• **AIM OF THE EXERCISE**
Copy out every line from the records that includes "guide".

• **SUPPLIED DATA**
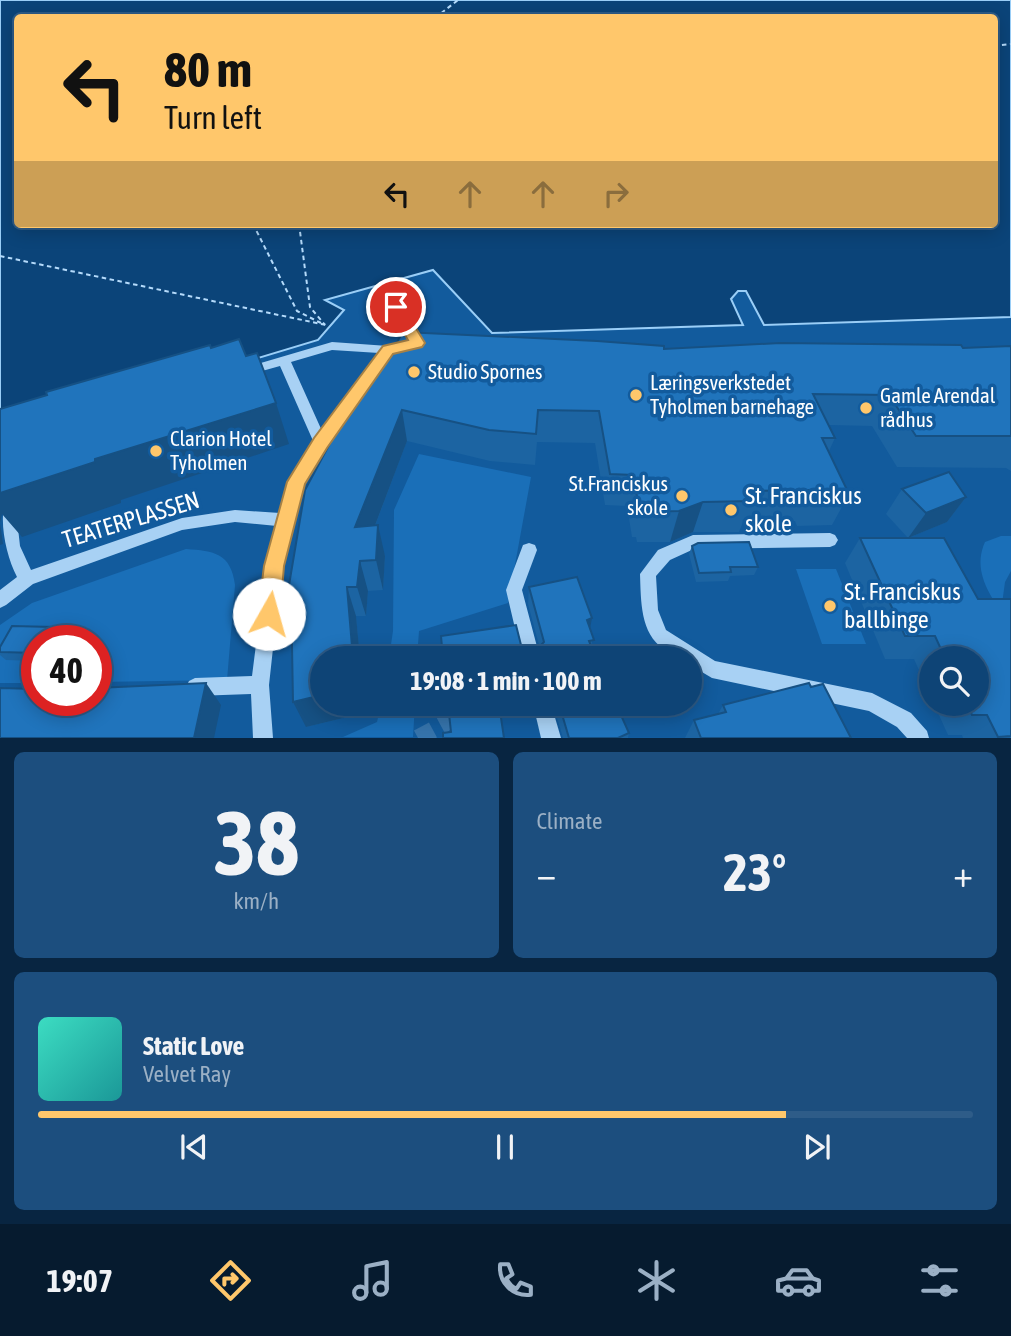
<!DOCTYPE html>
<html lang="en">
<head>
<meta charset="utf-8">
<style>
	:root { --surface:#0e4476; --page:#1c4e7e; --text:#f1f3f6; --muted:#9bb0c5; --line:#2e5c88; --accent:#ffc76b }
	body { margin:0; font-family:"Asap Condensed",sans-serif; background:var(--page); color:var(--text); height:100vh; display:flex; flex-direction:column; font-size:26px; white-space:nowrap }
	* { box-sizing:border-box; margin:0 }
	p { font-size:23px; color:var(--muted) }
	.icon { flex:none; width:38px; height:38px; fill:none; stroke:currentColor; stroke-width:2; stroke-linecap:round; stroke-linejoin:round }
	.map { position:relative; height:738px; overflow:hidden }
	.panel { display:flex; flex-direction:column; gap:14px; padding:14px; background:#082541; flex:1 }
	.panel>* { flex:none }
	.guide { position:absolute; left:14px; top:14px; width:984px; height:214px; border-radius:7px; box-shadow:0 4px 18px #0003,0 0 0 2px var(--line); background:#ffc76b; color:#111; overflow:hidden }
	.controls { position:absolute; left:919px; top:646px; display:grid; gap:14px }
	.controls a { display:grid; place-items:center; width:70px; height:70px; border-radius:50%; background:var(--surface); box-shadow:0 4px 18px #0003,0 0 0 2px var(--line); font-size:35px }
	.speed { position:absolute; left:21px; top:625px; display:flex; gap:14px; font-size:35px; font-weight:700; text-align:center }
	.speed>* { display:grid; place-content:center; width:91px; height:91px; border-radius:50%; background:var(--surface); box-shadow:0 4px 18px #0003,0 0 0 2px var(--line); line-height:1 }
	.speed .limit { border:10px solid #d22; background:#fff; color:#111 }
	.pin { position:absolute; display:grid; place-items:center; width:60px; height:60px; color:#fff; margin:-30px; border:4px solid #fff; border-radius:50%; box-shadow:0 2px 7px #0007 }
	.me { position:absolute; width:77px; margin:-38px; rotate:7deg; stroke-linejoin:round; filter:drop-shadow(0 0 5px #0008) }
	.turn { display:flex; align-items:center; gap:24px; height:147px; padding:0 35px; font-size:32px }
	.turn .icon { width:91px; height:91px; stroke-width:2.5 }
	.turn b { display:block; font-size:49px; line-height:60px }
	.lanes { display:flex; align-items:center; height:66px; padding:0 35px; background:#0003; justify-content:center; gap:35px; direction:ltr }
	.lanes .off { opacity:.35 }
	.big { font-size:52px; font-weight:700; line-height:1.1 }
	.panel .widget { flex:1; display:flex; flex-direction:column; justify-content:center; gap:10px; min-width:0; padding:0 24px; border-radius:10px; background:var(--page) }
	.panel .dial { align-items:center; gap:0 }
	.dial b { font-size:91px; line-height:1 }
	.song { display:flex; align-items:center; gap:21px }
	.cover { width:84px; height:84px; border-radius:10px; background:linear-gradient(135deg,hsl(170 70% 55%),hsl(180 70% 35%)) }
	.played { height:7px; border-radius:4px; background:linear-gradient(90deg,var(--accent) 80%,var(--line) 80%) }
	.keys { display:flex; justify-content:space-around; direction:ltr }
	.heat { display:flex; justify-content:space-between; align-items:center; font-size:38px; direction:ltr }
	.panel .tiles { flex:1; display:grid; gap:14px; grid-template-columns:1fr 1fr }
	.widget:last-child { grid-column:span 2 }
	.trip { position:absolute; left:310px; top:646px; width:392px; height:70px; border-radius:35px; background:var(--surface); box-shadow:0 4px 18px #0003,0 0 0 2px var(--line); font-weight:700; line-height:70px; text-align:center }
	.dock { display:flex; height:112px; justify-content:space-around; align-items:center; background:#061b2f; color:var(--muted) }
	.dock .icon { width:49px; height:49px }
	.dock .active { color:var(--accent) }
	.dock b { font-size:32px; color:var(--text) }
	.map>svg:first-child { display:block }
	.green { fill:#1a6fb8 }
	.water { fill:#0b4479; stroke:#9acef7; stroke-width:2; fill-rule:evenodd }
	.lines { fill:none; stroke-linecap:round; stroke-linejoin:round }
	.ferry { stroke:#b5dbfb; stroke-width:2; stroke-dasharray:4.5 3.5; stroke-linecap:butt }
	.minor-tunnel { stroke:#3674ac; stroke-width:17; stroke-dasharray:17 9; stroke-linecap:butt }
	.minor { fill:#a8d1f4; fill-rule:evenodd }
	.wall { fill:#1c64a2 }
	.shaded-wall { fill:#165184 }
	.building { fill:#2074bc; stroke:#165184; stroke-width:2 }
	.route { fill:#ffc76b; stroke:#a68146; stroke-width:2 }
	.poi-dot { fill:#ffc76b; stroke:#125b9d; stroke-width:2.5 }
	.labels { text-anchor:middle; stroke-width:7; stroke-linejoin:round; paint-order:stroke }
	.poi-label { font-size:21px; fill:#fff; stroke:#125b9d; text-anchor:start }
	.near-poi-label { font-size:24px; fill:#fff; stroke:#125b9d; text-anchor:start }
	.near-street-label { font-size:24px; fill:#fff; stroke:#125b9d }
</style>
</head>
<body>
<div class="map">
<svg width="1011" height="738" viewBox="0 0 1011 738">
	<rect width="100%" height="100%" fill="#125b9d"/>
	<g class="green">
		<polygon points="419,454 531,477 508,603 419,631 417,658 389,658 393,631 394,510"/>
		<path d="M1001,536h10v35l-6,11 -3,22h-6c-13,-20 -21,-40 -11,-62z"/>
		<path d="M186,549c28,2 45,4 49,36l-8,95 -131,2v-42h-59v43h-37v-58l32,-22z"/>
		<polygon points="796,569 836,569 866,644 822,644"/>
		<polygon points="381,704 415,704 413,737 343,737 377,722"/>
	</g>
	<path class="water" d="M0,0h1011v317l-247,8 -18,-34h-8l-7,8 12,26 -251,8 -59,-63 -108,30 19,10 -26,30 -318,96zM18,18h976v206h-976z"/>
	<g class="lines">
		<g class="ferry">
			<polyline points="435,18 458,0"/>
			<polyline points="994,46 1011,44"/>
			<polyline points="253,224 297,311 321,323"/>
			<polyline points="299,224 310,307 325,325"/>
			<polyline points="0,256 326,325"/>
		</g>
		<polyline class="minor-tunnel" points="418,738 444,724 466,704"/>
		<g class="minor">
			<path d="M385,287l5,3 33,53 -2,3 -29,7 -66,94 -23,36 -21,83 -13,119 4,53h-20l-2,-44 -56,2 -6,-3 -3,-6 3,-6 6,-3 57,-2 14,-110 11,-40 -42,-4 -53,8 -149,54 -27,21 -6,3v-18l17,-13c-10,-19 -17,-50 -13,-71l5,-2 5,2 2,4 4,36 11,24 151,-52 53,-8 45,3 9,-31 25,-39 -34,-77 -32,9 -6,-4 2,-3 88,-26 56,4 22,-6 -30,-50zM332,350l47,3 -57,78 -31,-69z"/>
			<path d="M830,533l5,2 3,5 -3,5 -5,2 -136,2 -24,11 -14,16 2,34 8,20 49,31 157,32 39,20 16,18 2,7h-22l-10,-11 -28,-16 -157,-33 -22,-13v-7c-12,0 -16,-3 -26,-9 -24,-15 -23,-49 -24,-75l18,-24 35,-15z"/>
			<polygon points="529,543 535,545 537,550 522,590 540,658 522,658 506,590 523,545"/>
			<polygon points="533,704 551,704 561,738 541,738"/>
		</g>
	</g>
	<g class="wall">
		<polygon points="1011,346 1011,471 1006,468 897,467 872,426 829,425 835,438 829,451 849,494 832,525 797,526 795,521 743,522 739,532 693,532 670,542 637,542 636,537 632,537 627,506 605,505 595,443 537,442 535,465 490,461 407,441 375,526 385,556 383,590 368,591 366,616 356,616 360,658 322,658 364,713 306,727 291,599 288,591 344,417 664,349 963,348"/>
		<polygon points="902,489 966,497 947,522 908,538 886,514"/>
		<polygon points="860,538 978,599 1011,599 1011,738 963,738 962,735 948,735 934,704 976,704 976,658 931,658 931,697 914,659 885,659 845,563"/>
		<polygon points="692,546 758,567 754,575 730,576 728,581 696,582 689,554"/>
		<polygon points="529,587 590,629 593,649 596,658 521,645 539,645 528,604"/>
		<polygon points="53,627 61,635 58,640 37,640 37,661 6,660 0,655 0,647"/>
		<polygon points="811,687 851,738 685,738 694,720 718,714 723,705"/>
		<polygon points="448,704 522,704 500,707 451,732"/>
		<polygon points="553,704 616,704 629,733 628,738 563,738"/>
	</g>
	<g class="shaded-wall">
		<polygon points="276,403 289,444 121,500 121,503 22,537 2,514 0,523 3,544 0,545 0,489"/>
		<polygon points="402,410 407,441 363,557 355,527"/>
		<polygon points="966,497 947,522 908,538 926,513"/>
		<polygon points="703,502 693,532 670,542 679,511"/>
		<polygon points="378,525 385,556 383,590 376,560"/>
		<polygon points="360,561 368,591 366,616 357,587"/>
		<polygon points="347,587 356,616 360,658 353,658"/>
		<polygon points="592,618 589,634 587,620"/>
		<polygon points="53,627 61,635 58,640 46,640"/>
		<polygon points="206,683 221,705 214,738 194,738"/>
		<polygon points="322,695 322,704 364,704 364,713 306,727 293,702"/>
	</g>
	<g class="building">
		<polygon points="403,332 597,341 664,346 664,349 780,343 961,345 963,348 1011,346 1011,436 916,436 889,395 813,394 835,438 822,438 849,494 812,495 810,490 748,491 752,501 703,502 679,511 644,512 643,507 639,507 633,475 610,474 599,411 538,410 536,434 489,430 402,410 355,527 378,525 376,560 360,561 357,587 347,587 353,658 322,658 322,695 293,702 291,591 288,591 305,490 344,417 377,375"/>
		<polygon points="239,339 246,356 257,353 276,403 95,459 95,462 0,493 0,409 47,395 46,392 210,345 211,348"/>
		<polygon points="949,472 966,497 926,513 902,489"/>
		<polygon points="860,538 944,538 978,599 1011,599 1011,736 998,737 987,715 972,715 967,704 976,704 976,658 945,658 935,636 905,636"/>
		<polygon points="749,542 758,567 730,567 731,572 699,573 692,546 698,543"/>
		<polygon points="577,577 592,618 587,620 594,640 589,641 596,658 443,658 441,636 516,625 521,645 541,645 544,642 529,587"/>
		<polygon points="12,626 53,627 46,640 37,640 37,653 0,652 0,647"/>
		<polygon points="206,683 194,738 0,738 0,688 37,689 37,700 96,700 96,688"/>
		<polygon points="809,683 811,687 823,684 851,738 701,738 694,720 726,712 723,705"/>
		<polygon points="448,704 499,704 504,738 443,738 443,733 451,732"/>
		<polygon points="559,704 616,704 629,733 618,738 569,738"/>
	</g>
	<polygon class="route" points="396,303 401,304 425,343 422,347 393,354 327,448 305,484 284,566 280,614 276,621 269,624 261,621 258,614 264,566 287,482 314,438 383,346 408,340 389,307"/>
	<g class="poi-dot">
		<circle cx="414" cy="372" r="7"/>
		<circle cx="636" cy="395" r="7"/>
		<circle cx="866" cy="408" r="7"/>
		<circle cx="156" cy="451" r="7"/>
		<circle cx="682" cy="496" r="7"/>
		<circle cx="731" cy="510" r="7"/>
		<circle cx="830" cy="606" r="7"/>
	</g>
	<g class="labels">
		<g class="poi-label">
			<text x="428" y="379">Studio Spornes</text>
			<text x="650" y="390">Læringsverkstedet<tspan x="650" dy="24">Tyholmen barnehage</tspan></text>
			<text x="880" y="403">Gamle Arendal<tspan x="880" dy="24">rådhus</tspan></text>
			<text x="170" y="446">Clarion Hotel<tspan x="170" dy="24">Tyholmen</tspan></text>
			<text x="668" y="491" text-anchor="end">St.Franciskus<tspan x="668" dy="24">skole</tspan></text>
		</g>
		<g class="near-poi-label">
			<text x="745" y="504">St. Franciskus<tspan x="745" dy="28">skole</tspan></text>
			<text x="844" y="600">St. Franciskus<tspan x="844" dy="28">ballbinge</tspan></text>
		</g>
		<g class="near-street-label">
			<text transform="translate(131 520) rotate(-17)" y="8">TEATERPLASSEN</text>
		</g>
	</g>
</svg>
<div class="controls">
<a><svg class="icon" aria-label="search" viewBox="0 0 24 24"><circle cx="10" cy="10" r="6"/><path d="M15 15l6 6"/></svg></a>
</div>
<div class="speed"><div class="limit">40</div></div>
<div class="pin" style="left:396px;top:307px;background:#d93025"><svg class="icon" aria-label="arrive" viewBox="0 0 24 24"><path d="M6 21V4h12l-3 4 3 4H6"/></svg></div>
<svg class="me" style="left:269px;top:614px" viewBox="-20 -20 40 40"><circle r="19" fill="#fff"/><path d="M0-13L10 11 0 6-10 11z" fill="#ffc76b"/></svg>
<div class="trip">19:08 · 1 min · 100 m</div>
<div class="guide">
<div class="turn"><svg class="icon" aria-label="left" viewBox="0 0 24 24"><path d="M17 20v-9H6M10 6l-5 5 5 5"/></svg><div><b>80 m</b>Turn left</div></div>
<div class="lanes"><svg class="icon" aria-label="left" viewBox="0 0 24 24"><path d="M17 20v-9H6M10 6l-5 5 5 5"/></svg><svg class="icon off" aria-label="ahead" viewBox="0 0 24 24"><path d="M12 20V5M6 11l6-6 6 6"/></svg><svg class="icon off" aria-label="ahead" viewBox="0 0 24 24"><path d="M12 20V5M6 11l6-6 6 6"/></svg><svg class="icon off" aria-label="right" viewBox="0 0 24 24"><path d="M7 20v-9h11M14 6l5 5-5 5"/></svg></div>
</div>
</div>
<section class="panel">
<div class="tiles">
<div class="widget dial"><b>38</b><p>km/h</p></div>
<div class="widget"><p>Climate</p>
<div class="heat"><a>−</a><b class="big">23°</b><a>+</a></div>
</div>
<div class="widget">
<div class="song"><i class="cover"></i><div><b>Static Love</b><p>Velvet Ray</p></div></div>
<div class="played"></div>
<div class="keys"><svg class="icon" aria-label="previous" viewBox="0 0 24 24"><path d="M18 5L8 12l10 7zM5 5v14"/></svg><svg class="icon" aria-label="pause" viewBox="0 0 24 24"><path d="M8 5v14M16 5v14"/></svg><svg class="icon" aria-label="next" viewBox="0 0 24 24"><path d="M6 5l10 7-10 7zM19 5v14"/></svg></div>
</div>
</div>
</section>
<nav class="dock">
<b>19:07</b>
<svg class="icon active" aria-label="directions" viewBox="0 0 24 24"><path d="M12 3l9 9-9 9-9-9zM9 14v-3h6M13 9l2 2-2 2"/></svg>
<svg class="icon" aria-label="music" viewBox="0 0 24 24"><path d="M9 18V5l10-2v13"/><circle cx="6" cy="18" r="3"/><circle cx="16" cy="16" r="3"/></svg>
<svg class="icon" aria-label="phone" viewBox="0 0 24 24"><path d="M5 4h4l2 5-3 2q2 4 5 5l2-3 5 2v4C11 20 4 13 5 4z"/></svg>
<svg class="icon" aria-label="climate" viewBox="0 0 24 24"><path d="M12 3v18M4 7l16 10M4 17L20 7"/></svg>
<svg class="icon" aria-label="car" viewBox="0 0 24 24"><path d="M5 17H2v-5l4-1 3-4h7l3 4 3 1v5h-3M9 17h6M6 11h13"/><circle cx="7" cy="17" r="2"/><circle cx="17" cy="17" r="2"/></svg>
<svg class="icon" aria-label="filters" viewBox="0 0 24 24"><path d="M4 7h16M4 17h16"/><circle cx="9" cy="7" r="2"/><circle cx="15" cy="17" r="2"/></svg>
</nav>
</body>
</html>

• **ANSWER SPACE**
	.guide { position:absolute; left:14px; top:14px; width:984px; height:214px; border-radius:7px; box-shadow:0 4px 18px #0003,0 0 0 2px var(--line); background:#ffc76b; color:#111; overflow:hidden }
<div class="guide">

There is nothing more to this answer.